Entscheidung gegen den Willen der Bürger

Soll Steil-Verbrennungsnanlage am Ende Anlaufpunkt für ganz Europa werden?

Zu Zu Koeppen bietet Steil-Gegnern Hilfe an" , Barnim Echo vom 30. Januar:

Die geplante Verbrennungsanlage von Sondermüll der Firma Theo Steil, Firmensitz Trier, im Stadtgebiet von Eberswalde, hat zu recht viele Einwohner der Stadt und der umliegenden Ortschaften erheblich verunsichert. Nach Einsichtnahme in die ausgelegten Unterlagen zu diesem Vorhaben, verstärkt sich bei mir folgender Eindruck:

Gegen den Willen tausender Bürger und der Stadtverwaltung dieser Region, sollen mit Millionenaufwand Profitinteressen einer Firma aus Rheinland-Pfalz ' durchgesetzt werden. Dort wurde der Bau einer ähnlichen Anlage verhindert. Der geplante Transport des Sondermülls per Lkw über eine Entfernung von rund 800 Kilometer quer durch die Republik führt zwangsläufig zu einer erheblichen zusätzlichen C02-Belastung unserer Umwelt. Damit liegt ein eklatanter Verstoß gegen nationale, europäische und internationale Zielstellungen zur Reduzierung des C02-Ausstosses und damit zur Abwendung einer Klima­katastrophe vor.

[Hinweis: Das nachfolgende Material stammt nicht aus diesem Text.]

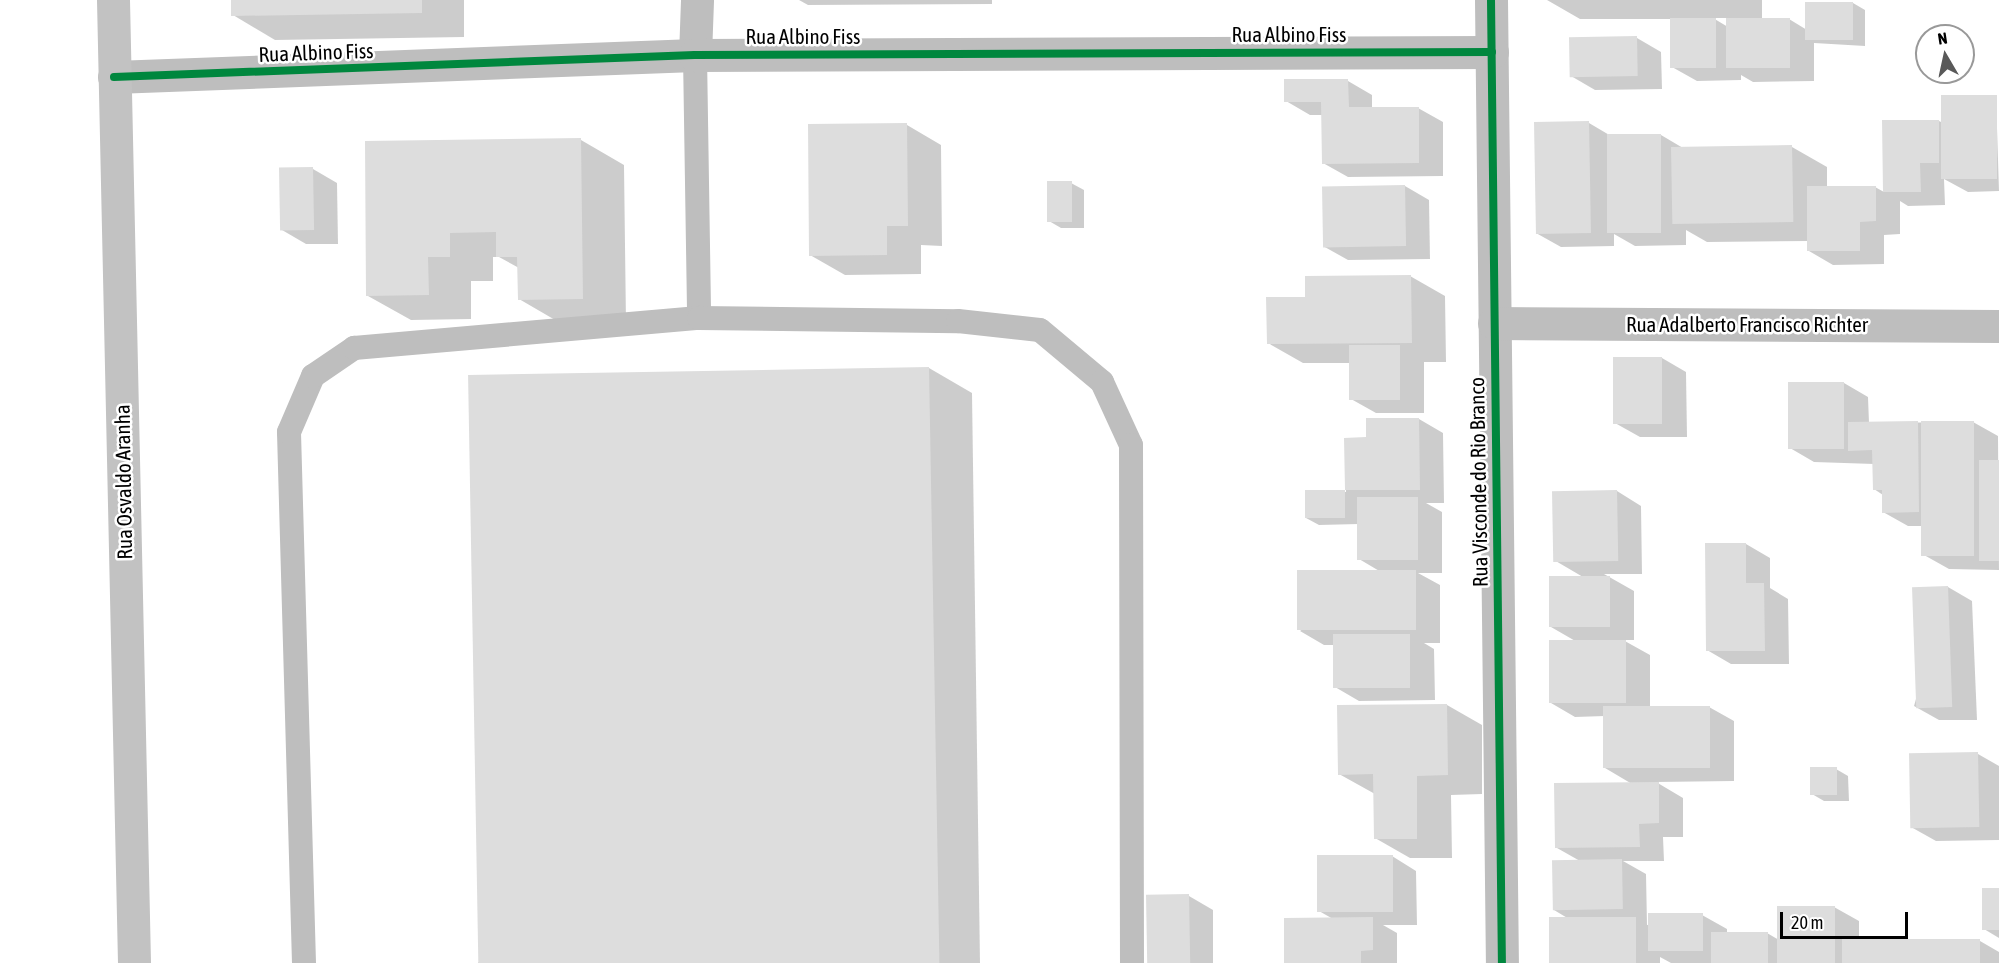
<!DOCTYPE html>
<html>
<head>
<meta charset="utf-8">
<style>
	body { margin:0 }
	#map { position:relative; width:1999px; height:963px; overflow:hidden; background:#fff; font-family:"Asap Condensed",sans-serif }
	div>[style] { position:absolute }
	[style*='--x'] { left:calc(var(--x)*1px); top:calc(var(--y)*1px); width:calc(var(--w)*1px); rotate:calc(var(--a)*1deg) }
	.shadow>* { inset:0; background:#0003 }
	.building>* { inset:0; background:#ddd; transform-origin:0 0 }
	.service>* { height:24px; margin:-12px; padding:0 12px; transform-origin:12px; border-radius:12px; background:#bebebe }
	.minor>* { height:33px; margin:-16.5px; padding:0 16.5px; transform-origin:16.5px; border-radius:16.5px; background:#bebebe }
	.secondary>* { height:33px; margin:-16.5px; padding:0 16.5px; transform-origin:16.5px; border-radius:16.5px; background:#c2c2c2 }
	.cycleway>* { height:8px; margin:-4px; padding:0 4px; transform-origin:4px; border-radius:4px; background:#00873e }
	span { translate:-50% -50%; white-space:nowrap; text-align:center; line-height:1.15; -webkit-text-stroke:5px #fff; paint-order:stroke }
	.street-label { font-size:21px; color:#000 }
	.north { position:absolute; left:1915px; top:24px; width:60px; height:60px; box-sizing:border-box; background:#fff; border:2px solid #999; border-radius:50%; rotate:351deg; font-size:16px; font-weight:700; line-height:24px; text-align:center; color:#000 }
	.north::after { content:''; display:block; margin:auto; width:21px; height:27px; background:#595959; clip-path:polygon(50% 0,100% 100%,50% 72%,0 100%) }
	.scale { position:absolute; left:1780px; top:912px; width:128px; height:27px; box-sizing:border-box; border:3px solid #000; border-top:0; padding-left:8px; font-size:18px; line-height:21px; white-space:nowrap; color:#000; -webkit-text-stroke:4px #fff; paint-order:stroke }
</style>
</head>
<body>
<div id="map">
	<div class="shadow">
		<div style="clip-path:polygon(232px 0,464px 0,464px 37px,275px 40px,233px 15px)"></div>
		<div style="clip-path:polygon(799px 0,992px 0,992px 4px,808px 5px)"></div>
		<div style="clip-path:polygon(evenodd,1547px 0,1762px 0,1762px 20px,1789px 19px,1807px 30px,1853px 3px,1865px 10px,1865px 46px,1814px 43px,1814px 81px,1753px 82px,1741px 75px,1741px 80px,1697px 81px,1672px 67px,1671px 19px,1580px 19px,1547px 0,1713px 18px,1728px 18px,1728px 27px,1713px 18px)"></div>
		<div style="clip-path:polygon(1637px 38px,1661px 52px,1662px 89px,1595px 90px,1571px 76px)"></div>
		<div style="clip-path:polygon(1286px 81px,1348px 81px,1372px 95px,1372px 109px,1418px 108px,1443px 122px,1443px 176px,1348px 177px,1323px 163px,1323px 115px,1310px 115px,1286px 101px)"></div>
		<div style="clip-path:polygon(1996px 96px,1999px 191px,1968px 192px,1944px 179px,1945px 205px,1908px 206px,1900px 201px,1900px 234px,1884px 235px,1884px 264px,1833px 265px,1809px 251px,1809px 241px,1707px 242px,1686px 230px,1686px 245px,1635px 246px,1614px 234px,1614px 246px,1561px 247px,1536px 233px,1589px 123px,1611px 136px,1661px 135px,1683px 148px,1792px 147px,1827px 167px,1827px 188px,1875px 187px,1884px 192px,1939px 121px,1943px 123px)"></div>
		<div style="clip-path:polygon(907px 125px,941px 145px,942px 246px,921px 245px,921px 274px,845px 275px,810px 255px)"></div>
		<div style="clip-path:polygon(581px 140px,624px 165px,626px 323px,562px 324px,519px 299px,519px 268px,499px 257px,493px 257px,493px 281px,471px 281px,471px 319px,411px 320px,368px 296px,366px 142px)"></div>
		<div style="clip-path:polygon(313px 169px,337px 183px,338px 244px,306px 244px,282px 230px)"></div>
		<div style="clip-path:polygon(1071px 183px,1084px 190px,1084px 228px,1061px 228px,1049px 221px)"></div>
		<div style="clip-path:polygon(1405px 186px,1429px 200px,1430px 259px,1348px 260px,1323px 246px)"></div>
		<div style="clip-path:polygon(1410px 276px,1445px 296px,1446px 362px,1424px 362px,1424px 413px,1376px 413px,1351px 399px,1351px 363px,1303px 363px,1268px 343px,1306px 298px)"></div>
		<div style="clip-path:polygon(1662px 358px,1686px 372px,1687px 437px,1640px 437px,1615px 423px)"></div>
		<div style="clip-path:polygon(929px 368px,972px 393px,980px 963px,478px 963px)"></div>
		<div style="clip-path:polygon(1844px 383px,1868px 397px,1869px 423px,1973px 422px,1998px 436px,1999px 570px,1949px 569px,1924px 555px,1924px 526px,1908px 526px,1883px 512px,1883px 495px,1874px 489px,1874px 464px,1814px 462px,1790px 448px)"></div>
		<div style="clip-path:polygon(1419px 419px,1443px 433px,1444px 503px,1426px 503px,1442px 512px,1442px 573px,1418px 573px,1440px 585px,1440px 643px,1424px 643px,1434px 649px,1435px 700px,1359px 701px,1335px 687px,1335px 645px,1324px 645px,1300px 631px,1381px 572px,1359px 559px,1359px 524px,1319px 525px,1306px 518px,1306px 492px,1346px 492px,1346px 439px,1367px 439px)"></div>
		<div style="clip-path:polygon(1617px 491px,1641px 506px,1642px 574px,1604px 574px,1634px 591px,1634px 640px,1623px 640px,1650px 655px,1650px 708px,1709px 707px,1734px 721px,1734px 781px,1656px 782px,1683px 798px,1683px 837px,1663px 837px,1664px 861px,1623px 861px,1646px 874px,1647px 925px,1702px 915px,1727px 929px,1727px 933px,1767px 933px,1779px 940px,1834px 907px,1859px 921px,1859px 943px,1980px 941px,1999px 952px,1999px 963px,1671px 963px,1660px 957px,1660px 963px,1551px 963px,1569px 919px,1554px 910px,1580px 861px,1557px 848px,1632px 784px,1605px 768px,1605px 716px,1575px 717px,1551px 703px,1577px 642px,1551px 627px,1583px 577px,1554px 560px,1553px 492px)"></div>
		<div style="clip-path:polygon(1746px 544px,1770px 558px,1770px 588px,1788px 599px,1789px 664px,1731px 664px,1707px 650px)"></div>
		<div style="clip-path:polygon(1948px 587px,1972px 601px,1977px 720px,1939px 720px,1914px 706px)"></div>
		<div style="clip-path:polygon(1447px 705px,1482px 725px,1482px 794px,1451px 795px,1452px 858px,1410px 858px,1375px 838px,1375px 794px,1339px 774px)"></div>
		<div style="clip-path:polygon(1978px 754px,1999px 766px,1999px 840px,1936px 841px,1911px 827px)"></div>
		<div style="clip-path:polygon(1836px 769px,1848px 776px,1849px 801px,1824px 801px,1812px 794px)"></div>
		<div style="clip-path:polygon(1392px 856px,1416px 871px,1417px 925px,1383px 925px,1397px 933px,1397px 963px,1285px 963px,1333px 919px,1319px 911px)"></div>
		<div style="clip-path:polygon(1999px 890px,1999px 938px,1984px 929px)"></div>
		<div style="clip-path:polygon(1189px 896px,1213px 910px,1213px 963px,1148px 963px)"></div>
	</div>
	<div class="building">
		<div style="clip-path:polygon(231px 0,422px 0,422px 13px,231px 16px)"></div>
		<div style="left:1805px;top:2px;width:48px;height:38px"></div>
		<div style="left:1670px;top:18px;width:46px;height:50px"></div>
		<div style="left:1790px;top:18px;width:50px;height:64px;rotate:90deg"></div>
		<div style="left:1637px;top:36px;width:40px;height:68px;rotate:89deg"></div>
		<div style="clip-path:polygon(1284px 79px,1348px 79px,1349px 107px,1419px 107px,1419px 163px,1322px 164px,1321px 102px,1284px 102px)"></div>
		<div style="left:1941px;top:95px;width:56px;height:84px"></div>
		<div style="clip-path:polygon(1882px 120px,1939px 120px,1939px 163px,1920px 163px,1921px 192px,1883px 192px)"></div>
		<div style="left:1589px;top:121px;width:112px;height:55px;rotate:89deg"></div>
		<div style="clip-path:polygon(907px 123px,908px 226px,887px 226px,887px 255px,809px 256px,808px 124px)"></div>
		<div style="left:1607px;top:134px;width:54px;height:99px"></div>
		<div style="clip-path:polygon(581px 138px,583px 299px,518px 300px,517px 257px,496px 257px,496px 232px,450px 233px,450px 257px,428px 257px,429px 295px,366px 296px,365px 141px)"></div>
		<div style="left:1792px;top:145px;width:77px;height:121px;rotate:89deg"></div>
		<div style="left:313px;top:167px;width:63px;height:34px;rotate:89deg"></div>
		<div style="left:1047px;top:181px;width:25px;height:41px"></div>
		<div style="left:1405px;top:185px;width:61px;height:83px;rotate:89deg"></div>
		<div style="clip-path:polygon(1807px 186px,1876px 186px,1876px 221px,1860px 222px,1860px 251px,1807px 251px)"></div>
		<div style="clip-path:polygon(1411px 275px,1412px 343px,1267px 344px,1266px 297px,1305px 297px,1305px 276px)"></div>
		<div style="left:1400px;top:345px;width:55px;height:51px;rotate:90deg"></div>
		<div style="left:1613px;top:357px;width:49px;height:67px"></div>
		<div style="left:929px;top:367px;width:596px;height:461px;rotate:89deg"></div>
		<div style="left:1788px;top:382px;width:56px;height:67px"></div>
		<div style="clip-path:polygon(1366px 418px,1419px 418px,1420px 490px,1345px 490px,1344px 438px,1366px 437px)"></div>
		<div style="clip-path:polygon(1918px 421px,1919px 512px,1882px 513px,1882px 490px,1873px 490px,1872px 450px,1848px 451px,1848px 422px)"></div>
		<div style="left:1921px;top:421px;width:53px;height:135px"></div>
		<div style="left:1999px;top:460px;width:101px;height:20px;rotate:90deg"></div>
		<div style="left:1345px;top:490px;width:28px;height:40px;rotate:90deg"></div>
		<div style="left:1617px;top:490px;width:71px;height:65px;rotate:89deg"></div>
		<div style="left:1357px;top:497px;width:61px;height:63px"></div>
		<div style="clip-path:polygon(1705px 543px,1746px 543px,1746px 583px,1764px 583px,1765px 651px,1706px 651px)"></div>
		<div style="left:1416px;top:570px;width:60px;height:119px;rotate:90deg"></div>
		<div style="left:1549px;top:576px;width:61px;height:51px"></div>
		<div style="left:1948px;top:586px;width:121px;height:36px;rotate:88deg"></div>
		<div style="left:1333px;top:634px;width:77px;height:54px"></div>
		<div style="left:1549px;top:640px;width:77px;height:63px"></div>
		<div style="clip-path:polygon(1447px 704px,1448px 775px,1417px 776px,1417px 839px,1374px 839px,1373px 774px,1338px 775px,1337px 705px)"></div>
		<div style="left:1710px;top:706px;width:62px;height:107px;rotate:90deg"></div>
		<div style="left:1978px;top:752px;width:75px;height:69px;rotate:89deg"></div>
		<div style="left:1810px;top:767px;width:27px;height:28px"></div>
		<div style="clip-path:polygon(1659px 782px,1659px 823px,1639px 824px,1640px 847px,1555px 848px,1554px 783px)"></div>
		<div style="left:1317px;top:855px;width:76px;height:57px"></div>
		<div style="left:1622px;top:859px;width:50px;height:70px;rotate:89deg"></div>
		<div style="left:1982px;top:888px;width:17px;height:42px"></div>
		<div style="left:1189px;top:894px;width:69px;height:43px;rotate:89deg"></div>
		<div style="left:1777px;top:906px;width:58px;height:57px"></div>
		<div style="left:1703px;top:913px;width:38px;height:55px;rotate:90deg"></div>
		<div style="clip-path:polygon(1373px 917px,1373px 950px,1361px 951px,1361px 963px,1284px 963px,1284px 918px)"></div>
		<div style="left:1549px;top:917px;width:87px;height:46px"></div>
		<div style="left:1711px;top:932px;width:57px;height:31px"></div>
		<div style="left:1980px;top:939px;width:24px;height:138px;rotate:90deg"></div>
	</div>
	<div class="service">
		<div style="--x:695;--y:55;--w:263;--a:89.1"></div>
		<div style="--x:304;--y:963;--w:531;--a:-91.62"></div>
		<div style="--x:289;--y:432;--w:61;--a:-66.8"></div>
		<div style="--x:313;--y:376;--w:50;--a:-34.3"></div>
		<div style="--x:354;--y:348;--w:346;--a:-5"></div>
		<div style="--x:699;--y:318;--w:259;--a:0.7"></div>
		<div style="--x:958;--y:321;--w:82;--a:6.3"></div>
		<div style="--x:1040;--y:330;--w:81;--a:40"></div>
		<div style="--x:1102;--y:382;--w:69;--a:65.3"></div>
		<div style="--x:1131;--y:445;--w:518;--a:89.89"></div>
	</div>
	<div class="minor">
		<div style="--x:1491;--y:0;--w:963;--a:89.35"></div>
		<div style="--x:695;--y:55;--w:55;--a:-87.9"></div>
		<div style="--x:114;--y:77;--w:581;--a:-2.17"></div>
		<div style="--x:695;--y:55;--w:797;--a:-0.22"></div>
		<div style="--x:1494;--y:323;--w:505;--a:0.34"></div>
	</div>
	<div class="secondary">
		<div style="--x:113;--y:0;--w:963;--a:88.75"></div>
	</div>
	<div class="cycleway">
		<div style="--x:1491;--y:0;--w:963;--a:89.35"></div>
		<div style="--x:114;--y:77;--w:581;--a:-2.17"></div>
		<div style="--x:695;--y:55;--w:797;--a:-0.22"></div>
	</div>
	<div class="street-label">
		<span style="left:1289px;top:34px">Rua Albino Fiss</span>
		<span style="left:803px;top:36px">Rua Albino Fiss</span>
		<span style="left:316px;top:52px;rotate:-2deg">Rua Albino Fiss</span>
		<span style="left:1747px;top:324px">Rua Adalberto Francisco Richter</span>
		<span style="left:123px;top:482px;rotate:-91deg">Rua Osvaldo Aranha</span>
		<span style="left:1478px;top:482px;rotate:-91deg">Rua Visconde do Rio Branco</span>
	</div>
	<div class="north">N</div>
	<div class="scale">20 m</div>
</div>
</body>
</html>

Die Bewilligung dieses Vorhabens durch das Landesumweltamt Brandenburg ist völlig unverständlich! Außer der vielen ungeklärten Auswirkungen auf die Gesundheit der Menschen dieser Region, ist eine positive Auswirkung auf den Arbeitsmarkt nicht erkennbar. Neben der Verschlechterung der Lebensqualität, ist mit Sicherheit ein Wertverlust aller Immobilien im Umfeld in Millionenhöhe zu erwarten. Wer gibt uns also eine Antwort auf folgende Fragen: Warum soll diese Sondermüllanlage hier gebaut werden? Gibt es überhaupt ähnliche brisante Anlagen in den alten Bundesländern? Soll hier möglicherweise eine zentrale Sondermüllentsorgungsanlage für den erweiterten Euro-Raum entstehen (Polen, Tschechien, Ungarn, Rumänien usw.)?

Zusammenfassend bleibt festzuhalten: Es läuft ein Angriff auf die Leidensfähigkeit der Bürger einer Region, die durch die Segnungen der Sozialen" Marktwirtschaft bis heute nicht überall erreicht wurden. Hier geht es letztlich um Verantwortung für uns, für unsere Kinder und vor allem für unsere Enkel! Wehret den Anfängen, noch ist es nicht zu spät!

Ich hoffe auf Unterstützung durch unsere gewählten Volksvertreter gegen dieses Vorhaben und werde deshalb Freunde dieser Stadt, wie Frau Dr. Angela Merkel (Bundeskanzlerin), Herrn Matthias Platzek (Ministerpräsident) und Herrn Siegmar Gabriel (Bundesumweltminister), um eine persönliche Stellungnahme zu diesem Thema bitten.